■東電トラブルで新電力が悲鳴、電気料金「請求できない」
日本経済新聞-2016年6月21日
電力小売りの全面自由化から3カ月弱。電力会社を切り替えた世帯は、全国の約2%にとどまり、「自由化は失敗だ」と揶揄(やゆ)されることすらある。だが、その裏で新電力には新規顧客の獲得に注力できない事態が発生していた。
2016年4月上旬から、「電気料金の請求ができない」という深刻なトラブルに見舞われているのだ。ある大手新電力幹部は、「“地獄の5月”を過ごしたが、6月に入っても状況は変わっていない」とうなだれる。
原因は、東京電力パワーグリッド(PG)のシステムトラブル。電力自由化を迎え、消費者は電力会社を選べるようになった。ただ、それは小売り分野に限った 話。電力網の維持管理や、各世帯にセットされた電力メーターによる検針業務は、大手電力会社の送配電部門が引き続き担当している。東電PGは東電の送配電部門として4月に分社化された。
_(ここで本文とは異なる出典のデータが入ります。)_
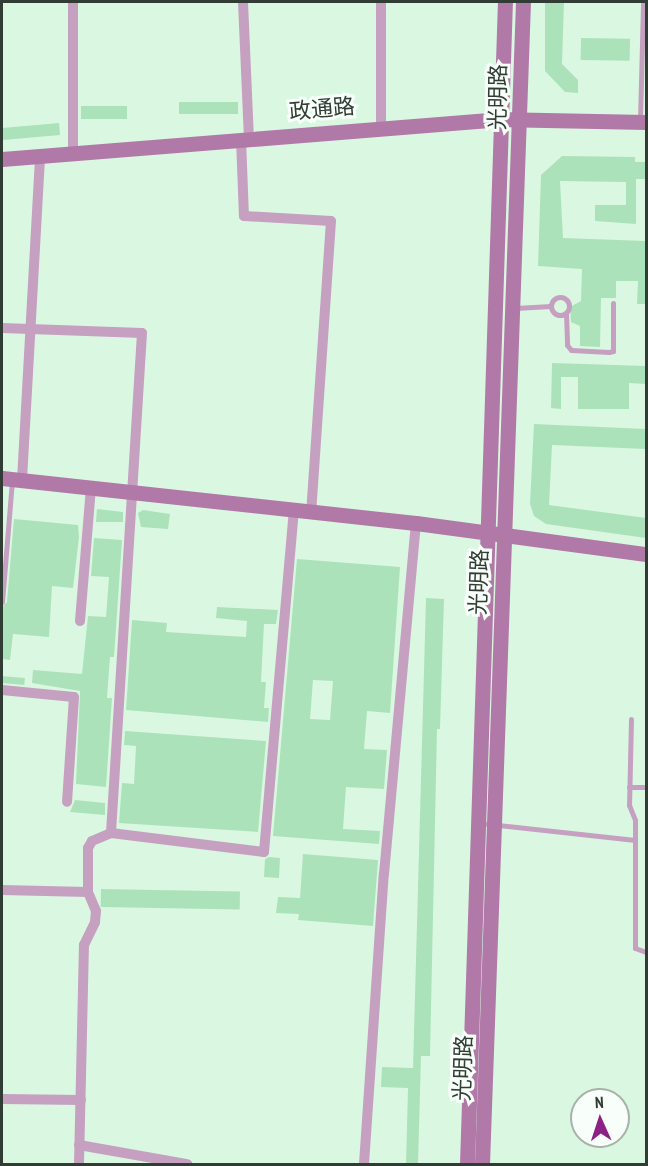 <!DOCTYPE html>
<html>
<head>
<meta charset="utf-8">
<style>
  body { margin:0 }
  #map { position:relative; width:648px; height:1166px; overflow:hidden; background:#daf8e1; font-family:"PT Sans Narrow","Noto Sans SC",sans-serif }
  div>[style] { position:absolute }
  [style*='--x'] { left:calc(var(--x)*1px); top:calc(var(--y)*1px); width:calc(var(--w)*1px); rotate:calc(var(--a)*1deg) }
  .building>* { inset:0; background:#ace2ba; transform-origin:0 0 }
  .lane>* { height:5px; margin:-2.5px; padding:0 2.5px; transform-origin:2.5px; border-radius:2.5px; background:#c6a0c0 }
  .lane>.ring { margin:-2.5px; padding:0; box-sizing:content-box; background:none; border:5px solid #c6a0c0; border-radius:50% }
  .street>* { height:10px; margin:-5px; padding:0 5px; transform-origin:5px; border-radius:5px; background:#c6a0c0 }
  .secondary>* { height:15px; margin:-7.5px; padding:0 7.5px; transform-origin:7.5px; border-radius:7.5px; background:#b179a8 }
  span { translate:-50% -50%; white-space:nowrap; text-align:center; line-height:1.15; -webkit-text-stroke:6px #f8fef9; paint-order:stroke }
  .street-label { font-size:22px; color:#313d34 }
  .frame { position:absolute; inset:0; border:3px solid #313d34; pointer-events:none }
  .north { position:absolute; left:570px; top:1088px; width:60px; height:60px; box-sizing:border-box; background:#f8fef9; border:2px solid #a8b1aa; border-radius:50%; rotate:357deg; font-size:16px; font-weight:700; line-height:24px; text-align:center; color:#313d34 }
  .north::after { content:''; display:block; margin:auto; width:21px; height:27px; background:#8e2185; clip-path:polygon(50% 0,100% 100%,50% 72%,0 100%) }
</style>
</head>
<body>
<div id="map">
  <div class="building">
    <div style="clip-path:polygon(545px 2px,564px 2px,562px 64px,578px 80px,578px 93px,565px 92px,545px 71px)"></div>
    <div style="left:581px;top:38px;width:49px;height:22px;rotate:1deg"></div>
    <div style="left:238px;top:102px;width:12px;height:59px;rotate:90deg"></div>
    <div style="left:127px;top:106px;width:13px;height:46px;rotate:90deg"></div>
    <div style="left:59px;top:123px;width:12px;height:57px;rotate:85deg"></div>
    <div style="clip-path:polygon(562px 156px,635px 157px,635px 162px,646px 162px,646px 179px,636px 179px,636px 224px,595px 221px,595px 205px,626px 205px,626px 182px,560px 181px,563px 238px,646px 241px,646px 304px,637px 304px,638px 281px,616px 281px,616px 298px,601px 298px,600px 347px,580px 346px,580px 326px,571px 322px,570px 307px,581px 301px,582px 269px,538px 266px,541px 175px)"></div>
    <div style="clip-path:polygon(552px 363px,646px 366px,646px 384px,629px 383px,629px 409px,578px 409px,578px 377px,561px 377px,561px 409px,551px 408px)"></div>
    <div style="clip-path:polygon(534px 424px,646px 429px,646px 449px,552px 445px,549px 505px,646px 518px,646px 538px,546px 524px,534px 516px,530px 504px)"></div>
    <div style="clip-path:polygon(97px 509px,123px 512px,123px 522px,96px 522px)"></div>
    <div style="clip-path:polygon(143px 510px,170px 514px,168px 529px,141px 527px,138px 513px)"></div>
    <div style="clip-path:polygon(14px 519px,78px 525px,79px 537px,73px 588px,52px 586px,49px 637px,13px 634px,10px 660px,2px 659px,2px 607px,7px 602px)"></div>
    <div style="clip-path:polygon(94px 538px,122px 540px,114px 657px,110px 657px,107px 698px,112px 698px,106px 787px,76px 784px,80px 691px,32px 683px,33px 670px,82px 674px,88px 616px,106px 617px,109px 577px,91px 576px)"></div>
    <div style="clip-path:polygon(evenodd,297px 559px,400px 567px,390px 713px,367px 711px,364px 749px,387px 750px,384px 789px,346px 787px,343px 829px,380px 831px,379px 844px,273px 836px,297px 559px,313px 680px,333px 681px,330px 720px,310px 719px,313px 680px)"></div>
    <div style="clip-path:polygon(426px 598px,444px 599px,440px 729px,437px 729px,430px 1056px,421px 1056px,418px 1164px,406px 1164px,408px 1088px,381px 1087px,382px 1067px,413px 1068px)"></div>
    <div style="clip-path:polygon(217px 607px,278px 610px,276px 624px,264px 624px,261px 682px,266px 682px,264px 708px,269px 708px,268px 722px,126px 710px,132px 620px,167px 623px,166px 632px,246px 637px,247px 621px,216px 618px)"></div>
    <div style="left:2px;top:676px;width:23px;height:7px;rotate:5deg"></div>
    <div style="clip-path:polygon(125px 731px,266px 741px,258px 832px,119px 823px,122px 783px,134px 784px,136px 746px,124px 745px)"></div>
    <div style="clip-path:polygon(75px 800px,105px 803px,105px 815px,70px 812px)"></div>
    <div style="clip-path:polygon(303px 854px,378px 860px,373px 926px,298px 920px,299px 914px,276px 913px,278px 897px,300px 898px)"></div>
    <div style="clip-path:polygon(269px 857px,280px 858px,279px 878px,264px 877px,265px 859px)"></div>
    <div style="left:101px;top:889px;width:139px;height:18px;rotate:1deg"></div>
  </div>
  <div class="lane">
    <div style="--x:640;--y:120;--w:118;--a:-88.5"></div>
    <div class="ring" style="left:551px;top:297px;width:13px;height:13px"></div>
    <div style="--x:515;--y:308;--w:36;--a:-3"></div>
    <div style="--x:566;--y:313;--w:32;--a:88"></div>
    <div style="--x:567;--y:345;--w:6;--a:51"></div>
    <div style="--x:571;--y:350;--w:38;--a:3"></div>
    <div style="--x:609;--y:352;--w:4;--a:-14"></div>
    <div style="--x:613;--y:351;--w:48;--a:-90"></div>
    <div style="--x:2;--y:602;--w:121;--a:-85.3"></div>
    <div style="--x:631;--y:719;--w:86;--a:91.3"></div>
    <div style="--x:629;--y:805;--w:16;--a:68"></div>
    <div style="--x:635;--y:820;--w:128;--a:90"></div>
    <div style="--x:635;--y:948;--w:12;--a:20"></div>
    <div style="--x:629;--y:787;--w:17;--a:0"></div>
    <div style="--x:479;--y:823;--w:157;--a:6.2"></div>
  </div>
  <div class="street">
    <div style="--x:73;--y:2;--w:151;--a:90"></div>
    <div style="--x:243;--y:2;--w:136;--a:87.5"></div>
    <div style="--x:381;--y:127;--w:125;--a:-90"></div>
    <div style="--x:241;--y:139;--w:77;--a:87.8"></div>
    <div style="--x:244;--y:216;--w:87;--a:3.3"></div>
    <div style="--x:331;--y:221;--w:293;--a:93.9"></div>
    <div style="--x:2;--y:328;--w:140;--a:2"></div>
    <div style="--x:142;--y:333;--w:501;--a:93.55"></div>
    <div style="--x:111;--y:833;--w:154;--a:7.1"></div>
    <div style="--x:264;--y:852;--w:343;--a:-85"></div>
    <div style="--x:22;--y:480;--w:324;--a:-86.8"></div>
    <div style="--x:80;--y:621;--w:134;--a:-85.3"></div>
    <div style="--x:2;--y:690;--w:72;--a:5.6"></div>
    <div style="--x:74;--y:697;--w:105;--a:93.8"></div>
    <div style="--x:2;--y:890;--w:86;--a:1.3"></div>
    <div style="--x:2;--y:1099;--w:79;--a:0.7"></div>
    <div style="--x:79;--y:1145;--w:110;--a:10"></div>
    <div style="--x:79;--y:1164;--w:219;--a:-88.7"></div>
    <div style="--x:84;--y:945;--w:25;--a:-64"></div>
    <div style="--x:95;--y:922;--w:11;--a:-85"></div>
    <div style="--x:96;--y:911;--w:21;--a:-113"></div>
    <div style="--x:88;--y:892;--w:44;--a:-90"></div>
    <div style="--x:88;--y:848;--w:8;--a:-60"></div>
    <div style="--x:92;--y:841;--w:21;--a:-23"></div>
    <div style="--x:364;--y:1164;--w:291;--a:-86.1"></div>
    <div style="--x:384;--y:874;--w:352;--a:-84.8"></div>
  </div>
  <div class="secondary">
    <div style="--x:2;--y:159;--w:501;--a:-4.58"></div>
    <div style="--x:501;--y:119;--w:145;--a:1.2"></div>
    <div style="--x:2;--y:478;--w:416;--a:6.2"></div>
    <div style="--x:416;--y:523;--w:232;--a:7.7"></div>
    <div style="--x:467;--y:1164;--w:1163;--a:-88.13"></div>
    <div style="--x:482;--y:1164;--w:1163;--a:-87.98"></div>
  </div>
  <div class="street-label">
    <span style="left:498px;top:97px;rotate:-89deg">光明路</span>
    <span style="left:322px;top:109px;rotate:-5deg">政通路</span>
    <span style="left:479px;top:582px;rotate:-88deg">光明路</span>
    <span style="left:463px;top:1068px;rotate:-88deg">光明路</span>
  </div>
  <div class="frame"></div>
  <div class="north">N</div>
</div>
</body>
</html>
小売電気事業者(新電力)は毎月、東電PGが検針した顧客ごとの月間使用電力量データを東電PGから受け取り、これを元に電気料金を計算し、請求 書を発行する。ところが、待てど暮らせど東電PGから使用量データが届かない。データが来なければ、新電力は消費者に請求のしようがない。
既にインターネット上では、「電気料金の請求が来ない。いいかげんな新電力と契約してしまった」といったネガティブ情報が流れ始めている。